**Requirement**: Find the lines holding the string "water" in the data, then copy all of them.

**Material for the task**:
+ + + +
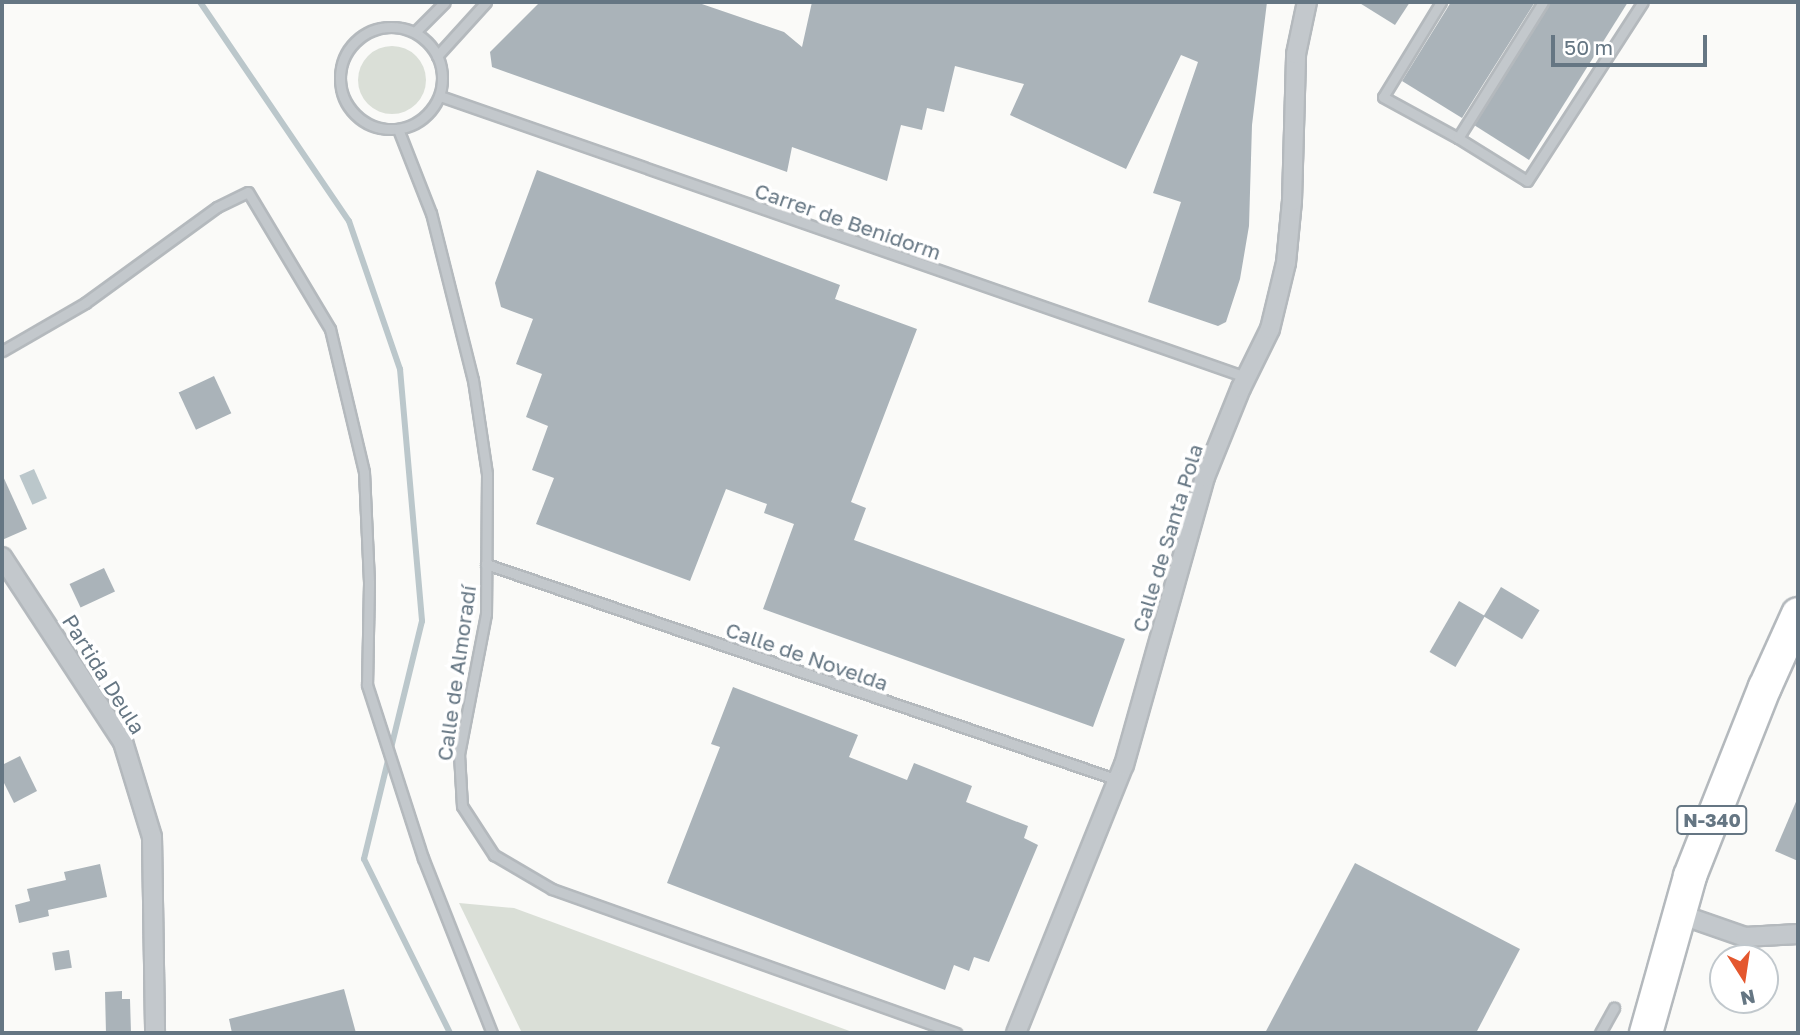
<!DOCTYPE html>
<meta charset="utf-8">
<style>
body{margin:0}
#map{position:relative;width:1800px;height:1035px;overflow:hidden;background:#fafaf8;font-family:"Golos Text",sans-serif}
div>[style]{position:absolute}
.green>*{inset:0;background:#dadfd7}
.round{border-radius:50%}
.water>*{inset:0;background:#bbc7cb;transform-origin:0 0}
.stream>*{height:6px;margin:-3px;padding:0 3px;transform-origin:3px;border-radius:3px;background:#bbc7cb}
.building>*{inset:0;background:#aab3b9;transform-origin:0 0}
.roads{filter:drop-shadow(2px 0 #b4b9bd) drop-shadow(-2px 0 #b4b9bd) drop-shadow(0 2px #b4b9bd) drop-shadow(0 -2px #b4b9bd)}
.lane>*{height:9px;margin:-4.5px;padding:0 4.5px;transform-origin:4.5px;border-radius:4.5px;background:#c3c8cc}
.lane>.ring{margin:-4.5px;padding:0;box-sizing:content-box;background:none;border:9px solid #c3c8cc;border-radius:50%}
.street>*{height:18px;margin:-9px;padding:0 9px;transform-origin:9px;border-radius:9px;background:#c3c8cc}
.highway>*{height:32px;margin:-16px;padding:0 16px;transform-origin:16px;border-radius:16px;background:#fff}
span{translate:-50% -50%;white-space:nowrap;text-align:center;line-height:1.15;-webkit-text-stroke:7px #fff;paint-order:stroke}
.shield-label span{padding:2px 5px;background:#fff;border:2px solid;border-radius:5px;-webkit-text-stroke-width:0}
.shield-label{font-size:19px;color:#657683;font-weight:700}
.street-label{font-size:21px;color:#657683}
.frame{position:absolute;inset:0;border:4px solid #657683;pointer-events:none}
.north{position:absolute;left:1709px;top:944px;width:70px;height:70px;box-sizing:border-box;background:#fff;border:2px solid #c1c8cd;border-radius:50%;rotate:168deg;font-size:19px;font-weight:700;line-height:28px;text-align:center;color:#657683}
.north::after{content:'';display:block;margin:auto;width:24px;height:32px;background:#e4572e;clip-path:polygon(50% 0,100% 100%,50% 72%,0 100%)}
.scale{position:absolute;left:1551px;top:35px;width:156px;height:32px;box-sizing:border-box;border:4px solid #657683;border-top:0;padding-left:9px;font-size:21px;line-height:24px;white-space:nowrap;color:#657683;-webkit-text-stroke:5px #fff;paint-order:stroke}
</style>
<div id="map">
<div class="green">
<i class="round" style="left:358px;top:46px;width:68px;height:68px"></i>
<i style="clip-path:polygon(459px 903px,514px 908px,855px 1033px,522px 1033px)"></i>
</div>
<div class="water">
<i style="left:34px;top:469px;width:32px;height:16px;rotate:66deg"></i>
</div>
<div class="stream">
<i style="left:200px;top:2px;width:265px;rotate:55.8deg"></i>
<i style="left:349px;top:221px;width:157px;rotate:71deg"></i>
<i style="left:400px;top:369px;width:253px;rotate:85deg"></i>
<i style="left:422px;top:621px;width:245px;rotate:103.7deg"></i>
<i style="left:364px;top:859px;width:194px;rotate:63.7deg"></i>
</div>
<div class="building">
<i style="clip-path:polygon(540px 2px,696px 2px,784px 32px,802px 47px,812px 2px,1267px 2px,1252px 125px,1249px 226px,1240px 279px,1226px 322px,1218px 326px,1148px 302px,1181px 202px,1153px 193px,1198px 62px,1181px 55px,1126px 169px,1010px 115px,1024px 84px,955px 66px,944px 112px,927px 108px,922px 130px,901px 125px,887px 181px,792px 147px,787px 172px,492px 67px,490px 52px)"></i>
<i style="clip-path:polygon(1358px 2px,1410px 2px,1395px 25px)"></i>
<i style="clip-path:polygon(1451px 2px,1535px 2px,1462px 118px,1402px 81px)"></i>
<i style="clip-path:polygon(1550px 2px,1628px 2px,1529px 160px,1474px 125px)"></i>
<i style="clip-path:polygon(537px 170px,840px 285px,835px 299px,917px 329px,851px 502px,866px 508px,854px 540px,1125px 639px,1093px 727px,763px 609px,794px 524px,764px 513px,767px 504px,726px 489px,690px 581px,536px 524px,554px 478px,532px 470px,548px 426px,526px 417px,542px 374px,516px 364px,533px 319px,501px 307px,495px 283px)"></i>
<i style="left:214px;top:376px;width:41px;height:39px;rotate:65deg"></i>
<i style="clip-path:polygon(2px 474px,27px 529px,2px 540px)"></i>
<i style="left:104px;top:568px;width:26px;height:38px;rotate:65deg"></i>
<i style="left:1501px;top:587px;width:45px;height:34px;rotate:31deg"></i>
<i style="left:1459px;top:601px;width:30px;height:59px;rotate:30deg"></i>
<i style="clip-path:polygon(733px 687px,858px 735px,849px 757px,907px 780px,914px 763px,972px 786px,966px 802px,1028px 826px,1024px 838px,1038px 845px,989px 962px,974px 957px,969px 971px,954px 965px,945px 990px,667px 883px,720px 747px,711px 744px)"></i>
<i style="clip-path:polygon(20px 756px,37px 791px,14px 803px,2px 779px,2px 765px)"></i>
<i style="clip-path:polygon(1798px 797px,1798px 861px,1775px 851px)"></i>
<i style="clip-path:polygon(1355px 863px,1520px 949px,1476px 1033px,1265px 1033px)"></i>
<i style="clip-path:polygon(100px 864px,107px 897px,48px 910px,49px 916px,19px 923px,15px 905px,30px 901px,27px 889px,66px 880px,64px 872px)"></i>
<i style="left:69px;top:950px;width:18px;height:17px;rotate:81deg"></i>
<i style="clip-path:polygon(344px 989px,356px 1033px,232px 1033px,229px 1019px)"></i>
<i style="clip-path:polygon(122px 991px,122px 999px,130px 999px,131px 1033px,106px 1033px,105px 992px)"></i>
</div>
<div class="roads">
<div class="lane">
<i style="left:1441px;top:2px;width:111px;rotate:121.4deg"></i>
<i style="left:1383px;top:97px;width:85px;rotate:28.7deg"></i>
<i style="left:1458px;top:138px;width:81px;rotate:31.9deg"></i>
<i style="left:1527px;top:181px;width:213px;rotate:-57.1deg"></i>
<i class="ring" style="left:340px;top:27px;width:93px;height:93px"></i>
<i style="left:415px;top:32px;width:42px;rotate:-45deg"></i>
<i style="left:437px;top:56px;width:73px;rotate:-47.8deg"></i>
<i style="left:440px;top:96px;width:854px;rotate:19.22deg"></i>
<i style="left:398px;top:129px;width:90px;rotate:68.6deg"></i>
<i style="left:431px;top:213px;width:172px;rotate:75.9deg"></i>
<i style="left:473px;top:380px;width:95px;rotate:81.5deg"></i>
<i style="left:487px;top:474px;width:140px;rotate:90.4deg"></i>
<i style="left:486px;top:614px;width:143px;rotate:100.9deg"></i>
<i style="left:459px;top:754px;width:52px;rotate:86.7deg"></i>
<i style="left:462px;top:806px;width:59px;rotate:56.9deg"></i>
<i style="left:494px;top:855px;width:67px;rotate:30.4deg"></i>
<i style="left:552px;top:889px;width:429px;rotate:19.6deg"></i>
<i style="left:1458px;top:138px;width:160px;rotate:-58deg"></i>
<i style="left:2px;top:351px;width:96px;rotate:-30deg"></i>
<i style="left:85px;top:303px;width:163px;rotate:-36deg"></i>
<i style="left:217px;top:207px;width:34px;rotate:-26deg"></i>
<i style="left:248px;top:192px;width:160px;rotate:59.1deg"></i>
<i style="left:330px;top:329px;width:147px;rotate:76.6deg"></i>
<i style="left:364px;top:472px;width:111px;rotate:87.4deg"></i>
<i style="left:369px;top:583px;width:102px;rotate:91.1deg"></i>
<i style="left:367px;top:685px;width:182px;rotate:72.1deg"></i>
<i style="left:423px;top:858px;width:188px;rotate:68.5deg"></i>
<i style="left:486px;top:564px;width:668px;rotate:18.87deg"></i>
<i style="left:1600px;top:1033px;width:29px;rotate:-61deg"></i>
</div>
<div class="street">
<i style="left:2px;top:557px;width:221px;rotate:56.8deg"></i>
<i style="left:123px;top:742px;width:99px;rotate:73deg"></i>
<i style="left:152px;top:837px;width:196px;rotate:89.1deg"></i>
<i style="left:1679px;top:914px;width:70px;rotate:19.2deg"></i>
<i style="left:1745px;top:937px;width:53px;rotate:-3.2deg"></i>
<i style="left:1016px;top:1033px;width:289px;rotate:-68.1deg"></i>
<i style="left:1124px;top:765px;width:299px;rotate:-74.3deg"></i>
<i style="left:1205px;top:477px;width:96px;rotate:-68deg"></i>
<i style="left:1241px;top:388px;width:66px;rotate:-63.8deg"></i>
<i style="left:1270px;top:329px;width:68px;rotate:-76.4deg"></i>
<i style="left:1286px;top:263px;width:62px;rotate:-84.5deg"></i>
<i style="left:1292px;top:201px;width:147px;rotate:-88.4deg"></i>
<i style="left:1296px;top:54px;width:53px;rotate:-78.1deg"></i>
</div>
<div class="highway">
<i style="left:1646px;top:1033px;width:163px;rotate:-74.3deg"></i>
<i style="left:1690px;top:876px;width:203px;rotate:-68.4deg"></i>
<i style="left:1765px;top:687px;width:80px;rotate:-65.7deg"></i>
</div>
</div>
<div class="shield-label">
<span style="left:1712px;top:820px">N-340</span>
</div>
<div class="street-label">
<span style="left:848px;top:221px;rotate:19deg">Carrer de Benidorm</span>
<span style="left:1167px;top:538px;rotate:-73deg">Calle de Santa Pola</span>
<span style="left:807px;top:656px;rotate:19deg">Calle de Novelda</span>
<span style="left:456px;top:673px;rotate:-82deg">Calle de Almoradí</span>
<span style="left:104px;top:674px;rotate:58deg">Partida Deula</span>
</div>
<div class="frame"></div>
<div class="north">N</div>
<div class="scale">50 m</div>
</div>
+ + + +
**The completed task**:
.water>*{inset:0;background:#bbc7cb;transform-origin:0 0}
<div class="water">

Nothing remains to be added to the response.